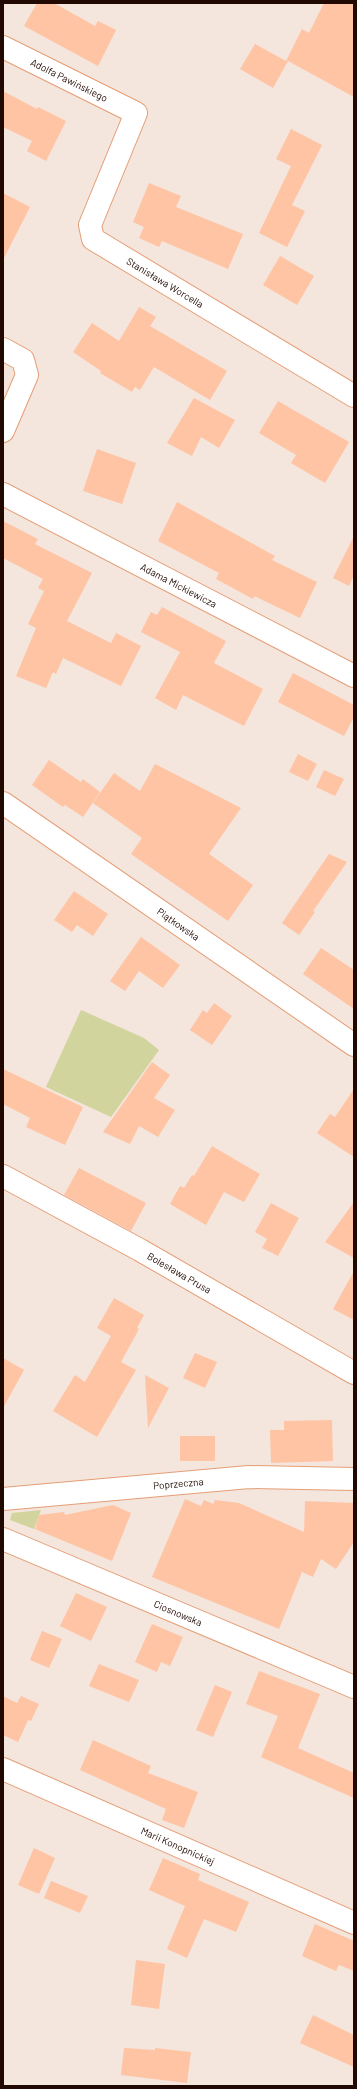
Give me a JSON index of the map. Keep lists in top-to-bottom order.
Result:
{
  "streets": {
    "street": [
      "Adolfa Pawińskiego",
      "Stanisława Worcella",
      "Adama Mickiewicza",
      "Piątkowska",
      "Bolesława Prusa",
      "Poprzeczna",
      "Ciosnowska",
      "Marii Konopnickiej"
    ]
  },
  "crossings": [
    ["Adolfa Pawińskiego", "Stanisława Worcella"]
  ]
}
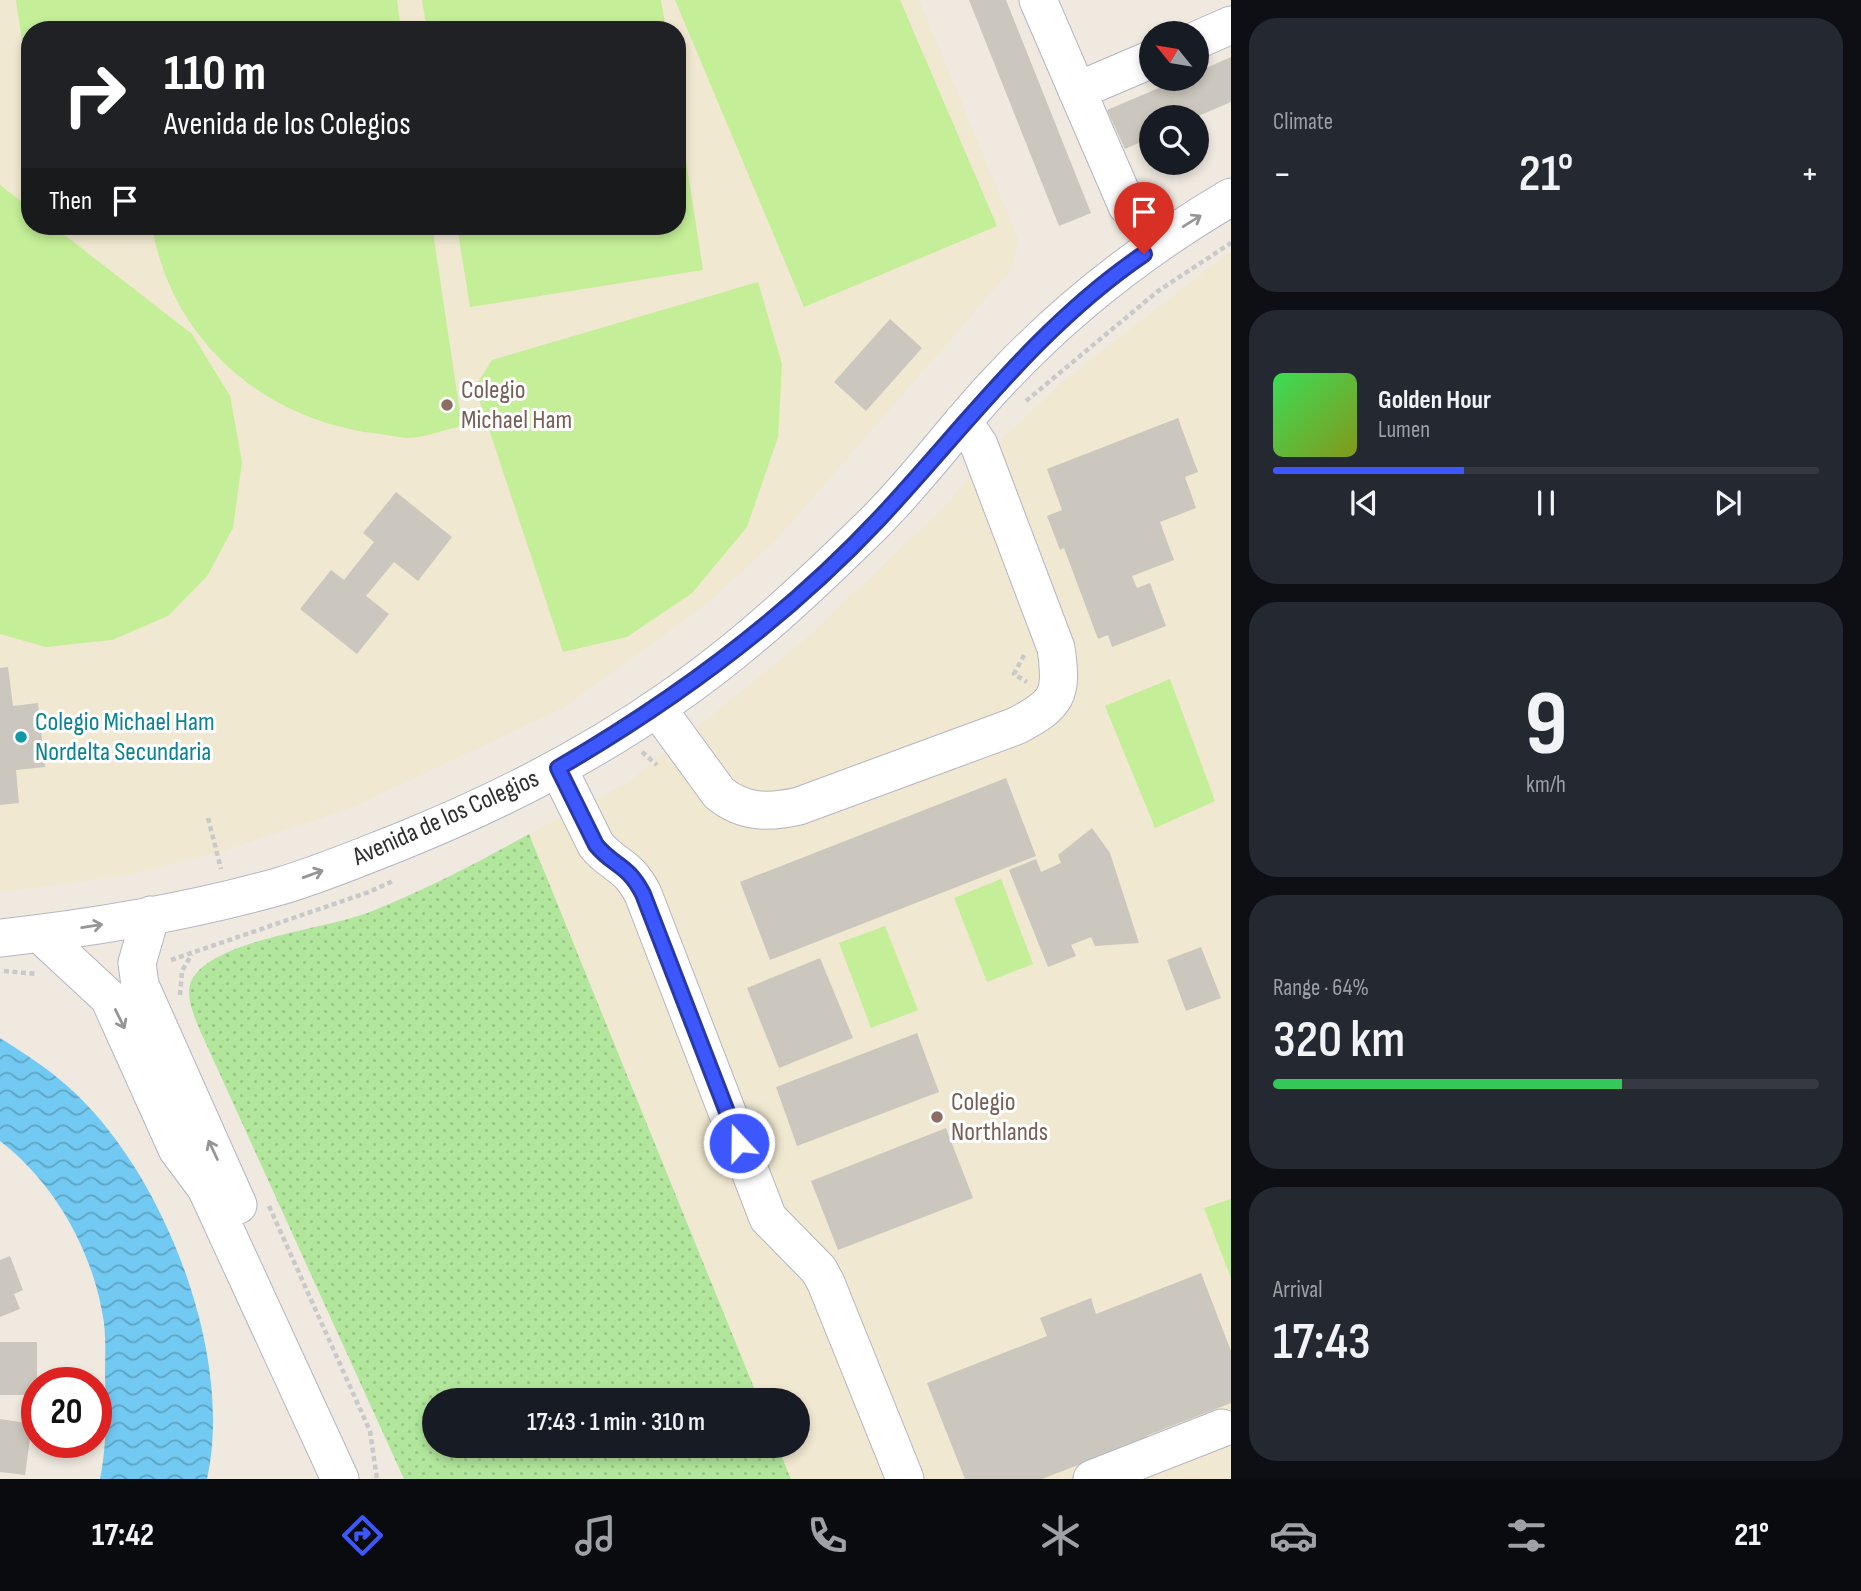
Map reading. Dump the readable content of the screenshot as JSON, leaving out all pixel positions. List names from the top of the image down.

• **Task brief**: The reply must consist of the complete listing, reproduced exactly, with no images.

• **Task answer**:
Give me a JSON index of the map. Keep lists in top-to-bottom order.
Result:
{
  "streets": {
    "street": [
      "Adolfa Pawińskiego",
      "Stanisława Worcella",
      "Adama Mickiewicza",
      "Piątkowska",
      "Bolesława Prusa",
      "Poprzeczna",
      "Ciosnowska",
      "Marii Konopnickiej"
    ]
  },
  "crossings": [
    ["Adolfa Pawińskiego", "Stanisława Worcella"]
  ]
}
Map reading. Dump the readable content of the screenshot as JSON, leaving out all pixel positions. List names from the top of the image down.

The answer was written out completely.